* About this task: Across all the records, filter for lines with the word "controls" and copy them.

Start of Recorded information

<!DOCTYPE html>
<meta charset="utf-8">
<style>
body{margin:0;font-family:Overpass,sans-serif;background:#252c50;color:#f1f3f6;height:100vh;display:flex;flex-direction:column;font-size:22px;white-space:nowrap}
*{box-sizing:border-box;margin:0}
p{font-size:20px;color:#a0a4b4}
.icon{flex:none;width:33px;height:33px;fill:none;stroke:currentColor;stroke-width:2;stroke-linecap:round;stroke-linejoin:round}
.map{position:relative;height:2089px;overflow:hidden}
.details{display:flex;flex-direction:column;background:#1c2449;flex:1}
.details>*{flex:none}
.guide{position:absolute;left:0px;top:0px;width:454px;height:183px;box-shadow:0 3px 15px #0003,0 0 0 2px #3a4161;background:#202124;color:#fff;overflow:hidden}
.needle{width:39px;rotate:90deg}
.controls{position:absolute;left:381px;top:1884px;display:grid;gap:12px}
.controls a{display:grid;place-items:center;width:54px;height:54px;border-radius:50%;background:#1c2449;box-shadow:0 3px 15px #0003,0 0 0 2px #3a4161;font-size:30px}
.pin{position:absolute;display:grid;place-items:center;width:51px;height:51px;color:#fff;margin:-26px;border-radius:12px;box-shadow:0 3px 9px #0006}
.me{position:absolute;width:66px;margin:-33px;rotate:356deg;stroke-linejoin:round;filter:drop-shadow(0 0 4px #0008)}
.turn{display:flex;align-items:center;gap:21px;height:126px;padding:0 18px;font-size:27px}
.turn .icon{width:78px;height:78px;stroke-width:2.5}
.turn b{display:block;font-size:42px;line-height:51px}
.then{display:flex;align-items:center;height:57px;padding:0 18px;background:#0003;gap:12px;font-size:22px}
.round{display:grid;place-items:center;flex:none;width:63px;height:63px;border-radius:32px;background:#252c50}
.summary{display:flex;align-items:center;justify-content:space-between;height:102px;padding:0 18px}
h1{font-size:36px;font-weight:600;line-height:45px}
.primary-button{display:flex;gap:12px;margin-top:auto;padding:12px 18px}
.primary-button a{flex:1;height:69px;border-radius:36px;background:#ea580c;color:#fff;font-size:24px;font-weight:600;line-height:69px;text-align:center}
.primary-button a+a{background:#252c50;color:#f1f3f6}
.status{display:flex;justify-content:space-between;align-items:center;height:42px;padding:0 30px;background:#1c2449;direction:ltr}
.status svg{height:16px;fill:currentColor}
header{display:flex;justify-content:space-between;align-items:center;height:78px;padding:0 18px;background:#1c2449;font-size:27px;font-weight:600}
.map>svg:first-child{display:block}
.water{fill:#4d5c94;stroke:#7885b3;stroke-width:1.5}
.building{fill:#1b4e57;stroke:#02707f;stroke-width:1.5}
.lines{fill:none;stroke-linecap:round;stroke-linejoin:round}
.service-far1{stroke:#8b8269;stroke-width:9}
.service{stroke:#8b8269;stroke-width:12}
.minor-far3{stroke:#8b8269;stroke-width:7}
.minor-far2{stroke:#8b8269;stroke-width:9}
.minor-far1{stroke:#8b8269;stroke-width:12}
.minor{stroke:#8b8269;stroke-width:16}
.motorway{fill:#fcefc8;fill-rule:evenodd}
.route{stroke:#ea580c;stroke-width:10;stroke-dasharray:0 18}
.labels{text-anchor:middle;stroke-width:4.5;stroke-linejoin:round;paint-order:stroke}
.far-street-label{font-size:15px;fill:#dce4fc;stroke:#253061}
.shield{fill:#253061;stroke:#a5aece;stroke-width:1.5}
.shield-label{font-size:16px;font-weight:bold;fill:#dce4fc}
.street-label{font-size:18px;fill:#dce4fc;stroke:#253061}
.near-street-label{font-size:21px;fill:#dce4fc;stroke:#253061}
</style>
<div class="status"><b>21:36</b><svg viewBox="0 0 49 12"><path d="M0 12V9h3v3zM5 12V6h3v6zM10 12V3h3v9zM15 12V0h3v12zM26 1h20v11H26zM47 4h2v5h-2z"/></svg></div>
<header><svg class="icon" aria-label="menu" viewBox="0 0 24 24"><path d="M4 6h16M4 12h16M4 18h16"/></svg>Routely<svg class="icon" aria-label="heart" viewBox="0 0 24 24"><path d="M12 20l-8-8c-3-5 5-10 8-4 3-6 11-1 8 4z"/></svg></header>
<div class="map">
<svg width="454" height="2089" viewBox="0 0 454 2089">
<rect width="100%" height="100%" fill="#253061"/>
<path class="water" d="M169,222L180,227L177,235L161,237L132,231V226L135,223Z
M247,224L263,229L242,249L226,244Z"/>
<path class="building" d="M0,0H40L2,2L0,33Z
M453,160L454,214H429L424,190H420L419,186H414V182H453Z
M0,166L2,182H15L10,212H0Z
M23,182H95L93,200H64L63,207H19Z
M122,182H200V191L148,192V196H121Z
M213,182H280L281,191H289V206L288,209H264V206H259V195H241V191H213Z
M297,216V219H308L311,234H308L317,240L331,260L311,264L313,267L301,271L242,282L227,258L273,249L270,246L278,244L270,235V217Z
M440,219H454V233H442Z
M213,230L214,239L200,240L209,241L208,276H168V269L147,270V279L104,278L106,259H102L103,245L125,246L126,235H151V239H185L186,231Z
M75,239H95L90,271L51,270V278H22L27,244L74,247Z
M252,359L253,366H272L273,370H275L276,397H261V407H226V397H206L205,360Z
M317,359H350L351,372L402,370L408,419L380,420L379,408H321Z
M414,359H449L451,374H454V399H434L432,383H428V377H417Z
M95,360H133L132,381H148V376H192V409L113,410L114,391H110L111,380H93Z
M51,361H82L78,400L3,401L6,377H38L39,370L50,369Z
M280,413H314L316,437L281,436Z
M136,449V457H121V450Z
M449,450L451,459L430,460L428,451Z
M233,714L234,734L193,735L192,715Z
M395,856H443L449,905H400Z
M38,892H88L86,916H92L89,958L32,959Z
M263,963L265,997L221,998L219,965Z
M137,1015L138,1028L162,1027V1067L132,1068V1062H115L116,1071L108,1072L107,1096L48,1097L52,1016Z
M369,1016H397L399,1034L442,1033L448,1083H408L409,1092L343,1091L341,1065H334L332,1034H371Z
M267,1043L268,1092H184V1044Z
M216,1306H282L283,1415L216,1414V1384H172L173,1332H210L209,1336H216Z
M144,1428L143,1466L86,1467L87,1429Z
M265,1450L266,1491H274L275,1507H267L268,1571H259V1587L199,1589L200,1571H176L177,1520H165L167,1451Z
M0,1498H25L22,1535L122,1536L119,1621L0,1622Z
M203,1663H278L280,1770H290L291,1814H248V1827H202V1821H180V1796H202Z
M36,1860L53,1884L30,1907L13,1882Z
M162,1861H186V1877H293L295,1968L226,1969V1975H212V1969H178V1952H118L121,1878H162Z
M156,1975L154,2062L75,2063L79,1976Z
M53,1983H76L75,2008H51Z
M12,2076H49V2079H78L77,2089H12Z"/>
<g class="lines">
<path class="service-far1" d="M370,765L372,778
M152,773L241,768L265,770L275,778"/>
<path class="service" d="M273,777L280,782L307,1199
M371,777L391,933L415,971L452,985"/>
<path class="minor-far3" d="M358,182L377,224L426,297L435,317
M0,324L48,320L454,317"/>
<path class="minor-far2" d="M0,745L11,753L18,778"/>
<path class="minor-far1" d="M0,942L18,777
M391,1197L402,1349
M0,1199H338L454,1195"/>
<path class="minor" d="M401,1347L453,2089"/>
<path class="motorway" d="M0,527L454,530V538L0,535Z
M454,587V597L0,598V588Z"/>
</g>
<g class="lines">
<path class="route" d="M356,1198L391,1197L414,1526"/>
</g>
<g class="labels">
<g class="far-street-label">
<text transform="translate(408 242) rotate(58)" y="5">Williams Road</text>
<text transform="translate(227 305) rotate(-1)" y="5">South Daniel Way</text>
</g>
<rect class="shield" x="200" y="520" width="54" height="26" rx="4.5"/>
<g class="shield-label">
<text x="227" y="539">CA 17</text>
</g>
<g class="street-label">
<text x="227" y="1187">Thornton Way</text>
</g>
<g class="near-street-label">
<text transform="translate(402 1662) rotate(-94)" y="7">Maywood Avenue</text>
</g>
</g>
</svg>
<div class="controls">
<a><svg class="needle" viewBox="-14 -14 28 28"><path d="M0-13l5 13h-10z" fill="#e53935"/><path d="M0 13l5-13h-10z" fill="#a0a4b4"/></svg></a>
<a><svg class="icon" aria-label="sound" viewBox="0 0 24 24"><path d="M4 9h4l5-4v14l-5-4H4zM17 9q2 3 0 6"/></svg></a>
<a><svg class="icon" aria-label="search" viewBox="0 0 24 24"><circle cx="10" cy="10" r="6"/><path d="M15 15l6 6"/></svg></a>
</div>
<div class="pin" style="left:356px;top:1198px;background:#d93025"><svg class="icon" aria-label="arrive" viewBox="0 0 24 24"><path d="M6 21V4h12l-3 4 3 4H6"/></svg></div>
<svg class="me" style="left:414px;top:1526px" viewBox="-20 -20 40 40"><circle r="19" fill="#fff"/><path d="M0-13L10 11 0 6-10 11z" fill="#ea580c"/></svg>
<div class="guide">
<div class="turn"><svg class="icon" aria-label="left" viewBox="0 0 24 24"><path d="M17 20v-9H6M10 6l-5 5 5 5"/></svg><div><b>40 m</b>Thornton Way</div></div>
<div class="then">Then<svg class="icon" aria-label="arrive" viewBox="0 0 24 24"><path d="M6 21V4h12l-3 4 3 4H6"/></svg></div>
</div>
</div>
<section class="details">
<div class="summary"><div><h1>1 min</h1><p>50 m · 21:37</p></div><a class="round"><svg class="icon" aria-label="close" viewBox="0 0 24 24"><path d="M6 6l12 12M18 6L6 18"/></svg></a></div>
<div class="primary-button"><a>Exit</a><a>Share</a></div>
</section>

End of Recorded information

* Answer below:
.controls{position:absolute;left:381px;top:1884px;display:grid;gap:12px}
.controls a{display:grid;place-items:center;width:54px;height:54px;border-radius:50%;background:#1c2449;box-shadow:0 3px 15px #0003,0 0 0 2px #3a4161;font-size:30px}
<div class="controls">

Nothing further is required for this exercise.